At a launch event earlier today (26 September 2011), artistic director Dominic Dromgoole described the six-week event, which opens on Shakespeare’s birthday (23 April), as a “feast of wonderful stories”, and revealed the companies that will be taking part.
These include the acclaimed Isango Ensemble from South Africa (The Mysteries, The Magic Flute) who will present an adaptation of Venus and Adonis; New Zealand company Ngākau Toa, who will perform Troilus and Cressida in Maori; and a specially formed theatre company from the world’s newest country, South Sudan, who will present their take on Cymbeline.
Globe to Globe runs as part of both the ongoing Cultural Olympiad and the Royal Shakespeare Company’s recently launched Word Shakespeare Festival. Each production will be performed twice, with surtitles providing a synopsis of the action. Russian, Hindi, Georgian, Greek, Arabic, Urdu, Mandarin, Korean and Armenian are just some of the myriad languages that will be heard.
The Festival, which is being overseen by Tom Bird, is believed to be the first of its kind. Although the RSC presented a complete works cycle from 2005-06, most of the plays were performed in English.
Other highlights of the Globe to Globe programme include:
Olympic ticket offers
Tickets for the Globe to Globe season are priced from £5 and are available in a variety of Olympic-themed packages, including the biathlon (two shows), decathlon (ten shows), marathon (26 shows) and Olympian (38 shows).
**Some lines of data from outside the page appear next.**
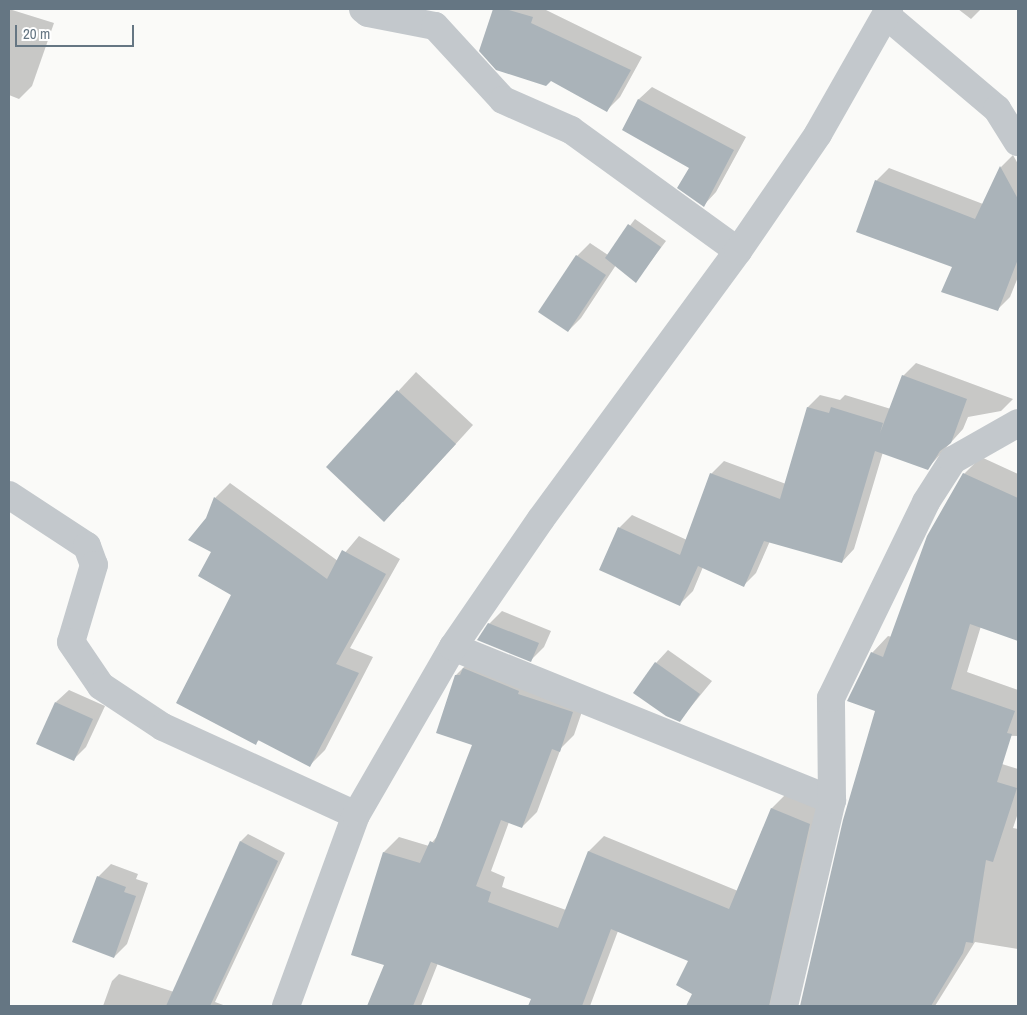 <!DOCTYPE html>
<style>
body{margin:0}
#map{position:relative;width:1027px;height:1015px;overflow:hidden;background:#fafaf8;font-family:"Archivo Narrow",sans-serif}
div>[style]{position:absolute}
.shadow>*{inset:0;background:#0003}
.building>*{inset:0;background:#aab3b9}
.minor>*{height:28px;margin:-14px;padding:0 14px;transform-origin:14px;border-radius:14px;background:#c3c8cc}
span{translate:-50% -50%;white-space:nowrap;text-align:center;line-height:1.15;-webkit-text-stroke:5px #fff;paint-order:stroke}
.frame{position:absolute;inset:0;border:10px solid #657683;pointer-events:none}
.scale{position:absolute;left:15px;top:25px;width:119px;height:22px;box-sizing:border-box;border:2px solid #657683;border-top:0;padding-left:6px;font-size:15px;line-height:18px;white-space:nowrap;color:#657683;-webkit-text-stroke:4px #fff;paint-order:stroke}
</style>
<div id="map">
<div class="shadow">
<div style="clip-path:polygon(9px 9px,54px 23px,32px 86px,19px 99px,9px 95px)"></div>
<div style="clip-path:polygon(494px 9px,544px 9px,642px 57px,620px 97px,607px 110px,551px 79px,481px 51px)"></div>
<div style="clip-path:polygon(958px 9px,981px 9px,971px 19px)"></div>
<div style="clip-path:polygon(652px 87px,746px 137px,716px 192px,704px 205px,690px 167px,623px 129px,639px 99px)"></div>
<div style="clip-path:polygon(1013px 155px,1018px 164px,1018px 277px,1010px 297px,997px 310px,876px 181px,889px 168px,983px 204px,1001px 167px)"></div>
<div style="clip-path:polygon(635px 219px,666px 241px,636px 281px,616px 265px,581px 318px,568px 331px,540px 311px,577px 256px,590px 243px,608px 255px)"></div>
<div style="clip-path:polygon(916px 363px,1013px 399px,1001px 411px,968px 417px,963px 429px,927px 469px,883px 452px,854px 549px,842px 562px,770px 541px,756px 573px,743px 586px,703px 567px,693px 591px,680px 604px,619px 528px,632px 515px,687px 540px,711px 474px,724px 461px,786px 484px,808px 407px,820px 395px,840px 400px,845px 395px,891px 409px,903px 376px)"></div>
<div style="clip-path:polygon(416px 372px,473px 425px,403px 502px,328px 467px)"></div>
<div style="clip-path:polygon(981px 457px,1018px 474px,1018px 639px,981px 626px,967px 672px,1018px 690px,1018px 736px,902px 733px,1018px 769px,1018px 813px,1013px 828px,1018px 829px,1018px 949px,975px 942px,935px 1006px,903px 1006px,889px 998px,884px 1006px,801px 1006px,845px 821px,877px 710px,872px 653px,888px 636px,892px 637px,964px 474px)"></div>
<div style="clip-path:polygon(230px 483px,338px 561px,359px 536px,400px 559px,350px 648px,373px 657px,325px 750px,310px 765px,260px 739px,256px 743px,233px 595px,212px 552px,207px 519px,215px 498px)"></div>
<div style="clip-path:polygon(502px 611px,551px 631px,544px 647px,531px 660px,489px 624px)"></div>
<div style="clip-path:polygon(668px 650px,712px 681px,680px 720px,656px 663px)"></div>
<div style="clip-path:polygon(471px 660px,587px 697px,574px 735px,561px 748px,537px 812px,522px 827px,509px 822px,491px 871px,505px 877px,502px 887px,566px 910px,589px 851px,604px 836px,738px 891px,772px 808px,787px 793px,825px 809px,795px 1006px,687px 1006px,694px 993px,690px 960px,618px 931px,590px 1006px,530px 1006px,533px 998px,438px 963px,421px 1006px,369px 1006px,386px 964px,384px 852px,399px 837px,429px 846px,440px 833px,474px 745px,456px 675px)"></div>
<div style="clip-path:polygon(69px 690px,105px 706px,86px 747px,73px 760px,56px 702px)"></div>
<div style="clip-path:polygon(248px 834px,285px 853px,215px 1002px,226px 1006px,103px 1006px,112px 981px,119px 974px,174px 992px,241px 841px)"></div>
<div style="clip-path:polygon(111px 864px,138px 874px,136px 879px,148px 883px,127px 944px,114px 957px,98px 877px)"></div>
</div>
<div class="building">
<div style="clip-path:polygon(493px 9px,505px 9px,533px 17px,531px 23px,631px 70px,607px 112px,551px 81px,546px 86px,496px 70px,479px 51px)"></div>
<div style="clip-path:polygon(638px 99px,734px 150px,704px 207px,677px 188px,689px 168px,622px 130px)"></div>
<div style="clip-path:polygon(1000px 166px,1018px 199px,1018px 259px,998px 311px,941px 292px,952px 267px,856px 232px,875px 180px,975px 219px)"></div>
<div style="clip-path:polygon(628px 224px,661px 247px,636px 283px,605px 258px)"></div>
<div style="clip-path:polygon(576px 255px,606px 275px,568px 332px,538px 312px)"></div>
<div style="clip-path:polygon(902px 375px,967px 399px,951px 443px,940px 451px,928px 470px,875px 451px,842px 563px,764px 541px,744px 587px,698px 566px,680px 606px,599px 570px,618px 527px,680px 555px,710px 473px,780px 499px,807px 407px,829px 413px,831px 407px,883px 423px,880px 433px)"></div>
<div style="clip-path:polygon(397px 390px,456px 444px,384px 522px,326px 467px)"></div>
<div style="clip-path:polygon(963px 473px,1018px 498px,1018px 641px,970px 624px,951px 689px,1015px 711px,1007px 733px,1012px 734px,997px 782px,1017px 788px,993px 862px,986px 860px,973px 943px,966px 942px,963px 953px,931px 1006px,800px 1006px,843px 820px,875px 711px,847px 701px,871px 652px,883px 657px,927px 536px)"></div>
<div style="clip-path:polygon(214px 497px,327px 579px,342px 550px,386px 574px,336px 664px,359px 673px,310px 767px,258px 740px,256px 745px,176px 703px,231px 595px,198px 576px,211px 552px,188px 540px,206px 518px)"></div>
<div style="clip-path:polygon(488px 623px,539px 643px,531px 662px,477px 640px)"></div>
<div style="clip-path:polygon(655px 662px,700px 694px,680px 722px,666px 716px,633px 693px)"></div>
<div style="clip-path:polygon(463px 668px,519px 691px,518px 694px,573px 712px,560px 752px,552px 749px,522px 828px,501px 820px,476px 886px,491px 892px,488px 902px,558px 928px,588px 851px,729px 909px,771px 808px,810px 824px,769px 1006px,686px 1006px,692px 994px,676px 985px,688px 961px,611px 929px,582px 1006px,528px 1006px,531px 999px,431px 962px,413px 1006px,367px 1006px,384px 965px,351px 955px,383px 852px,420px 863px,430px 841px,434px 843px,472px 745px,436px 733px,455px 675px,460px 675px)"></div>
<div style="clip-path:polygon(55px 702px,93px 719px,74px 761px,36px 744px)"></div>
<div style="clip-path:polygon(240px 841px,278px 861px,210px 1006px,166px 1006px)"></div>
<div style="clip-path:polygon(97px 876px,126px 887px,124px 892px,136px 896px,114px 958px,72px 942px)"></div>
</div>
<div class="minor">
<div style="left:363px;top:9px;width:6px;rotate:39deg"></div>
<div style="left:368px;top:13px;width:68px;rotate:11deg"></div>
<div style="left:435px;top:26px;width:100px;rotate:47.4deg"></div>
<div style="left:503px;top:100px;width:74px;rotate:23.8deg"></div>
<div style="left:571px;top:130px;width:206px;rotate:35.9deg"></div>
<div style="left:887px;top:16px;width:144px;rotate:40.2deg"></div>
<div style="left:997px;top:109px;width:39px;rotate:58deg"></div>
<div style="left:9px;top:495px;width:93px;rotate:33.2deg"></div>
<div style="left:87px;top:546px;width:20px;rotate:70deg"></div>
<div style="left:94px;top:565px;width:80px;rotate:106.6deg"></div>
<div style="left:71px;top:642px;width:53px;rotate:55.7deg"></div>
<div style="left:101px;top:686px;width:74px;rotate:33.5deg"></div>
<div style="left:163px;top:727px;width:212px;rotate:24.5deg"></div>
<div style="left:453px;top:647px;width:409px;rotate:22deg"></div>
<div style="left:286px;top:1006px;width:203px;rotate:-69.9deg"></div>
<div style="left:356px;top:815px;width:194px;rotate:-60deg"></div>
<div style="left:453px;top:647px;width:155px;rotate:-55.5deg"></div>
<div style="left:541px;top:519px;width:333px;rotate:-53.7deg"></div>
<div style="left:738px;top:251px;width:142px;rotate:-55.6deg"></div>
<div style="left:818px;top:134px;width:144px;rotate:-60.4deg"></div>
<div style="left:784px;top:1006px;width:212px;rotate:-76.9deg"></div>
<div style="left:832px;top:800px;width:102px;rotate:-90.6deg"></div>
<div style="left:831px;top:698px;width:218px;rotate:-64.1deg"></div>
<div style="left:926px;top:502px;width:50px;rotate:-57.3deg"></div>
<div style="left:953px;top:460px;width:75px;rotate:-29.6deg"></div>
</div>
<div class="frame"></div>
<div class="scale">20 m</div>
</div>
There will also be the option of a Yard Olympian pass, which grants standing entry to all the productions for £100.
In his introduction to the Festival brochure, Dominic Dromgoole says: “Many of the world’s greatest directors, over six hundred actors from all nations, and audiences from every corner of our polyglot community, will assemble to celebrate the stories, the characters and the relationships, which are etched into all of us.
“Shakespeare is the language which brings us together better than any other, and which reminds of our almost infinite difference, and of our strange and humbling commonality.”